▸ Exercise aim: Every line of the data below that holds the string "position" needs to be reported.

▸ Records supplied:

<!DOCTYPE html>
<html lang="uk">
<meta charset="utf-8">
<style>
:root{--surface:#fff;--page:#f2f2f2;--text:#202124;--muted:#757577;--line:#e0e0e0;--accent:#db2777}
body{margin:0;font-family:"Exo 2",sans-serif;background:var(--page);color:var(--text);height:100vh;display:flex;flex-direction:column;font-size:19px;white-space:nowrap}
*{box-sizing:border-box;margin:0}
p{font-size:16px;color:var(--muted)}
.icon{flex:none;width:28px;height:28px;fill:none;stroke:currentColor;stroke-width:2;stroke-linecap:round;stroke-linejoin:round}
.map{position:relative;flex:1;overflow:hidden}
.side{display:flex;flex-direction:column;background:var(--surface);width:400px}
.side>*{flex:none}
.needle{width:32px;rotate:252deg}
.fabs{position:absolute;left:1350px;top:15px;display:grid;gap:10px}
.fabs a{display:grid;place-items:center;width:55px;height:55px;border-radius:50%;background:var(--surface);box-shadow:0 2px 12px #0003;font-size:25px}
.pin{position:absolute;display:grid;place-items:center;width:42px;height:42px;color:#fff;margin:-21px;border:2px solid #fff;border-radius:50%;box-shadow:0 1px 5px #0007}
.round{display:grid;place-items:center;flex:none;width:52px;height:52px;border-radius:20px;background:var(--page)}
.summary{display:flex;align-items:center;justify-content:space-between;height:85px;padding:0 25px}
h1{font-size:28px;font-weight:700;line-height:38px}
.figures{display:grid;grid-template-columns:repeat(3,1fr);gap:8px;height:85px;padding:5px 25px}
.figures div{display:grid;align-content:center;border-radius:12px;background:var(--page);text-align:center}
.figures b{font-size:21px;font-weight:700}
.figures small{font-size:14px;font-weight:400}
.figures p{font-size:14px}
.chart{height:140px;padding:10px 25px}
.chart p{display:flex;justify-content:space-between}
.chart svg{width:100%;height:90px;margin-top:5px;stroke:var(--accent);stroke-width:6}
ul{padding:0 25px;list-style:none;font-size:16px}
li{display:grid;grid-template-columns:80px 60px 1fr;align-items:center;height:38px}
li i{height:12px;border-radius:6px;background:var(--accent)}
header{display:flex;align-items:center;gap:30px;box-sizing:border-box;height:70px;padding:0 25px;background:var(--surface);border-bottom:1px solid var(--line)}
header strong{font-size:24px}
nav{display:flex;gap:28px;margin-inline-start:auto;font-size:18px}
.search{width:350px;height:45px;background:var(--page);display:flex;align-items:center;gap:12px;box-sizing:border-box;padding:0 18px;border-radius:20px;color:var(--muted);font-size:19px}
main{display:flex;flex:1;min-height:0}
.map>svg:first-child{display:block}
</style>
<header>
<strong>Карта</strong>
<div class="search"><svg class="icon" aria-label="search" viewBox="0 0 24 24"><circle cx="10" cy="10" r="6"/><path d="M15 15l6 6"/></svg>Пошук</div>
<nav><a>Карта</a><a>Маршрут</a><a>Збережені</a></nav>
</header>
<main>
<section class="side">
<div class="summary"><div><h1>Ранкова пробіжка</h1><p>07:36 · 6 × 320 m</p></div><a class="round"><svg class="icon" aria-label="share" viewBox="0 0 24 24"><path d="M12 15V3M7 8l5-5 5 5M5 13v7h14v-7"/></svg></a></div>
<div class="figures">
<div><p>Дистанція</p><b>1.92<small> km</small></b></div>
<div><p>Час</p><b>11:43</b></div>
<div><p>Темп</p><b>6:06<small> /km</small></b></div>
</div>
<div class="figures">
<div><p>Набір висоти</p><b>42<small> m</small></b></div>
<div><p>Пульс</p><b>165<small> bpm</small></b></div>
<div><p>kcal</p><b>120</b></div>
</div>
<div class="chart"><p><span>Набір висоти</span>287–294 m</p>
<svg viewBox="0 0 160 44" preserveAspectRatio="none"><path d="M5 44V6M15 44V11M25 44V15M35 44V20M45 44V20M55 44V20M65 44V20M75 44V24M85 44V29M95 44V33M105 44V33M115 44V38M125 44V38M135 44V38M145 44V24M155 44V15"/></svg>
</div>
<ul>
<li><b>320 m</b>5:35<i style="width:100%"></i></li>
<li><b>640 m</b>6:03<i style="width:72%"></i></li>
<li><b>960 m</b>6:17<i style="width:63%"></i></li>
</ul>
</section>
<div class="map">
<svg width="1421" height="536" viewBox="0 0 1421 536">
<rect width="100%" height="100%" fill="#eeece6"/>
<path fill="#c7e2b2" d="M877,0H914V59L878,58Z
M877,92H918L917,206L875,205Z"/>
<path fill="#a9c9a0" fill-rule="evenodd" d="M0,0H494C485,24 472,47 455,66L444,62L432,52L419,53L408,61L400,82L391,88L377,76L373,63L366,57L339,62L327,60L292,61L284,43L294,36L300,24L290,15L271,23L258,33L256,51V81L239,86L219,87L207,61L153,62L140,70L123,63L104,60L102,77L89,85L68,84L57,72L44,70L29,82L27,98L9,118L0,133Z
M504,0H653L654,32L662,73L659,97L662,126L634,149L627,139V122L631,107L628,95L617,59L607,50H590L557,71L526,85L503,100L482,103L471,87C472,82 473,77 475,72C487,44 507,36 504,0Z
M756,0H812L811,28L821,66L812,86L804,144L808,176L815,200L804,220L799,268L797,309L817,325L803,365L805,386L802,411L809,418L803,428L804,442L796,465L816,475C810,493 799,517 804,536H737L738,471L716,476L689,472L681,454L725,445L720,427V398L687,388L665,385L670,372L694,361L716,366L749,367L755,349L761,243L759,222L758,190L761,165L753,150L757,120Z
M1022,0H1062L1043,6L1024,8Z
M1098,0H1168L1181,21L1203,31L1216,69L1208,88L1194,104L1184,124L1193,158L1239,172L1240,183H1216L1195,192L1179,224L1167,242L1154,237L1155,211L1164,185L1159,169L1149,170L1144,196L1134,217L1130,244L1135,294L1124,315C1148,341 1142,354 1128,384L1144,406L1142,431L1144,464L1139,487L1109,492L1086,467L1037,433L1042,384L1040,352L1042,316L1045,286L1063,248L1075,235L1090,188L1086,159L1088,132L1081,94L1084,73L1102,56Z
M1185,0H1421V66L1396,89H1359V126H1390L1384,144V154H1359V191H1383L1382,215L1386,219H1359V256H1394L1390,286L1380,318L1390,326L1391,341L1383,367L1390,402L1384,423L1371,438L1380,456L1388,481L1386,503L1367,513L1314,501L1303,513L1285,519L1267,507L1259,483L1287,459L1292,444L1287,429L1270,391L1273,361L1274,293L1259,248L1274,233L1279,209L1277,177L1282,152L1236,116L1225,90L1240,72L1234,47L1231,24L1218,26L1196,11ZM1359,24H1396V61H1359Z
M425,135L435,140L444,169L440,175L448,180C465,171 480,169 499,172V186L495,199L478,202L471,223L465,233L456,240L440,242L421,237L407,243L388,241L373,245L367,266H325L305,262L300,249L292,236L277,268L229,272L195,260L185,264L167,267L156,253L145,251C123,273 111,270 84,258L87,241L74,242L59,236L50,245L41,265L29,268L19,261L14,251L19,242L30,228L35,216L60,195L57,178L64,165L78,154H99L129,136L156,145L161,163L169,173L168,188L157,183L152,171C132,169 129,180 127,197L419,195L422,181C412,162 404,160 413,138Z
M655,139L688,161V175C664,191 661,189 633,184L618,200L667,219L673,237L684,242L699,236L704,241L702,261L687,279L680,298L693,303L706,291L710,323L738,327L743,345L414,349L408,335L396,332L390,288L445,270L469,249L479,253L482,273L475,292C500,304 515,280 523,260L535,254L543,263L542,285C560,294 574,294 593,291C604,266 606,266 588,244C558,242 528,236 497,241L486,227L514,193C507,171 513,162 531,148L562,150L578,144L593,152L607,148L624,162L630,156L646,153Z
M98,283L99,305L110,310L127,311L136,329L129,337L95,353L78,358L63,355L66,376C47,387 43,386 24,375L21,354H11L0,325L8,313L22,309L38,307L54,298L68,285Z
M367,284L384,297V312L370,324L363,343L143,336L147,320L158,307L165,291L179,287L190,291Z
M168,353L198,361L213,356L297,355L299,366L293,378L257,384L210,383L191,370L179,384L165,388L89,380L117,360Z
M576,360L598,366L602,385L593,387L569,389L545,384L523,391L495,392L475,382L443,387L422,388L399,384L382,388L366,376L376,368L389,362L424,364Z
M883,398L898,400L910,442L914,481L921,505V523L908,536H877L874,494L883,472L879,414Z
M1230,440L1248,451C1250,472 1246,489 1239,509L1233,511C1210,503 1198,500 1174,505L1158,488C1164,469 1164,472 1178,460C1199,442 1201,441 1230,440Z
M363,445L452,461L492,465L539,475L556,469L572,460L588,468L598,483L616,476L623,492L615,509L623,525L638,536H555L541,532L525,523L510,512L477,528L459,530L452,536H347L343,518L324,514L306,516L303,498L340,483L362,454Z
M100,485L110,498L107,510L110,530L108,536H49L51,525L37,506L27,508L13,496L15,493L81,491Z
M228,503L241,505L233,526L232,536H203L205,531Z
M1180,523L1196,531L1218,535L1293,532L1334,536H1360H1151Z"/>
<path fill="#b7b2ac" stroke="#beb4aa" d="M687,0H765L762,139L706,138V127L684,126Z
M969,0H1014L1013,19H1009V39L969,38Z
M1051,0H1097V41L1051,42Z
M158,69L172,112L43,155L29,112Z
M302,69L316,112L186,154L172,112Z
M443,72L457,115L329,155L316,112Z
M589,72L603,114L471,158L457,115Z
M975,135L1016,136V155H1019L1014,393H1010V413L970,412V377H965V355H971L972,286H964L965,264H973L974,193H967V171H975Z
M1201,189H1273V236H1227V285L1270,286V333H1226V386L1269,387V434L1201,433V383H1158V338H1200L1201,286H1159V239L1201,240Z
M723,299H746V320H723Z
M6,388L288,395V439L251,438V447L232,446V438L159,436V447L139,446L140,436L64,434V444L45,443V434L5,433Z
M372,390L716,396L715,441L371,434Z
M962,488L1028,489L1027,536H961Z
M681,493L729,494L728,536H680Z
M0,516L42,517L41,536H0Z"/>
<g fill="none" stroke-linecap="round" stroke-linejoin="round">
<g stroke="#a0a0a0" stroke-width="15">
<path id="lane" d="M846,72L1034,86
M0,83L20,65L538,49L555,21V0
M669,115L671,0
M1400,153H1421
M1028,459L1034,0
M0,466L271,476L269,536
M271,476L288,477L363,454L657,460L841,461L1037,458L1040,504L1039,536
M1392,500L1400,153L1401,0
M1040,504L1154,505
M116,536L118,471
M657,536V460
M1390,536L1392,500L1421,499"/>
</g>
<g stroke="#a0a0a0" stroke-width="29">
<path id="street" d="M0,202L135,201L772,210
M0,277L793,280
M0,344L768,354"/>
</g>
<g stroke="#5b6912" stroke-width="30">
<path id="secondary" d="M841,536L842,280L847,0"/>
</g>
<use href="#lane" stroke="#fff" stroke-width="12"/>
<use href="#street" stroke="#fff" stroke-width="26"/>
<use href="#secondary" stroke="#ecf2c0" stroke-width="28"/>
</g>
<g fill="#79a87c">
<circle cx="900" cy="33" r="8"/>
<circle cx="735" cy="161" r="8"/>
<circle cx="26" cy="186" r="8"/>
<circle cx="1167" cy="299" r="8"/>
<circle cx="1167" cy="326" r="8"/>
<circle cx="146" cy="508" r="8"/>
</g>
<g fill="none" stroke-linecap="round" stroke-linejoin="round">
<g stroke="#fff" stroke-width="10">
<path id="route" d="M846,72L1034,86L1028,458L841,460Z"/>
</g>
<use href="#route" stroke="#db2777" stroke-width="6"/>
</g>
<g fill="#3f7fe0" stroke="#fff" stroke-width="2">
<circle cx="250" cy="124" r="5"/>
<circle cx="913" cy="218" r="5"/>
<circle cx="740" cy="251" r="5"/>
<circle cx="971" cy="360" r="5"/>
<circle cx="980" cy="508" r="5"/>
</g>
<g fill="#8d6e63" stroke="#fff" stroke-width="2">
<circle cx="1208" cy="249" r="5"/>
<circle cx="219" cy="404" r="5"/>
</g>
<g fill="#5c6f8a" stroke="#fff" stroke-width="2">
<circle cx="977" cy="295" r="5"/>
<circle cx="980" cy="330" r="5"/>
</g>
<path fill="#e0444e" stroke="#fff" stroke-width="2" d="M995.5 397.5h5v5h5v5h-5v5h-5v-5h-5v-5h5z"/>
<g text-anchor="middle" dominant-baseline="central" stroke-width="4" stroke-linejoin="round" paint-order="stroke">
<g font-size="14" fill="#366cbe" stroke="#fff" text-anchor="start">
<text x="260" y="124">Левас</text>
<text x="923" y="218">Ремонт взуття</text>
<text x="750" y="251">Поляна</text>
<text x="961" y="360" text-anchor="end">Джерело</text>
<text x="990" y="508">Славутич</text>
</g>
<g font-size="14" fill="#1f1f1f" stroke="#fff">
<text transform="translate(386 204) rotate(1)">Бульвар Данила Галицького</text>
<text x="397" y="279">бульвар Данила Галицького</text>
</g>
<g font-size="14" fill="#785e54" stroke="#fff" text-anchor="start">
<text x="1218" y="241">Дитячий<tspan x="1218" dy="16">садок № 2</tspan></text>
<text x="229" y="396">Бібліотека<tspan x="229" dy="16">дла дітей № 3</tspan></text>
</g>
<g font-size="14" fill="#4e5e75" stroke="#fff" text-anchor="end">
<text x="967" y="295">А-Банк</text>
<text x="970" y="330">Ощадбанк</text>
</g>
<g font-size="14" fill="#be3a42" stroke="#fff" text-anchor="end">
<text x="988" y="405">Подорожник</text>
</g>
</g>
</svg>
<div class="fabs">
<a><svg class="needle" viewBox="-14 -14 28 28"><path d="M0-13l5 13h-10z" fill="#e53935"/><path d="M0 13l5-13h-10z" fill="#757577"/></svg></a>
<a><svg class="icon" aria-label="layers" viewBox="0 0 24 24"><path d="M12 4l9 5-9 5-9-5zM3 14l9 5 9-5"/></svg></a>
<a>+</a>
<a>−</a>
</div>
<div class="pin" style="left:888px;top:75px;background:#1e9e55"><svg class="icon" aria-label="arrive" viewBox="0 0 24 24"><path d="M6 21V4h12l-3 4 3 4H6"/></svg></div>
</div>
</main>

▸ Answer:
.map{position:relative;flex:1;overflow:hidden}
.fabs{position:absolute;left:1350px;top:15px;display:grid;gap:10px}
.pin{position:absolute;display:grid;place-items:center;width:42px;height:42px;color:#fff;margin:-21px;border:2px solid #fff;border-radius:50%;box-shadow:0 1px 5px #0007}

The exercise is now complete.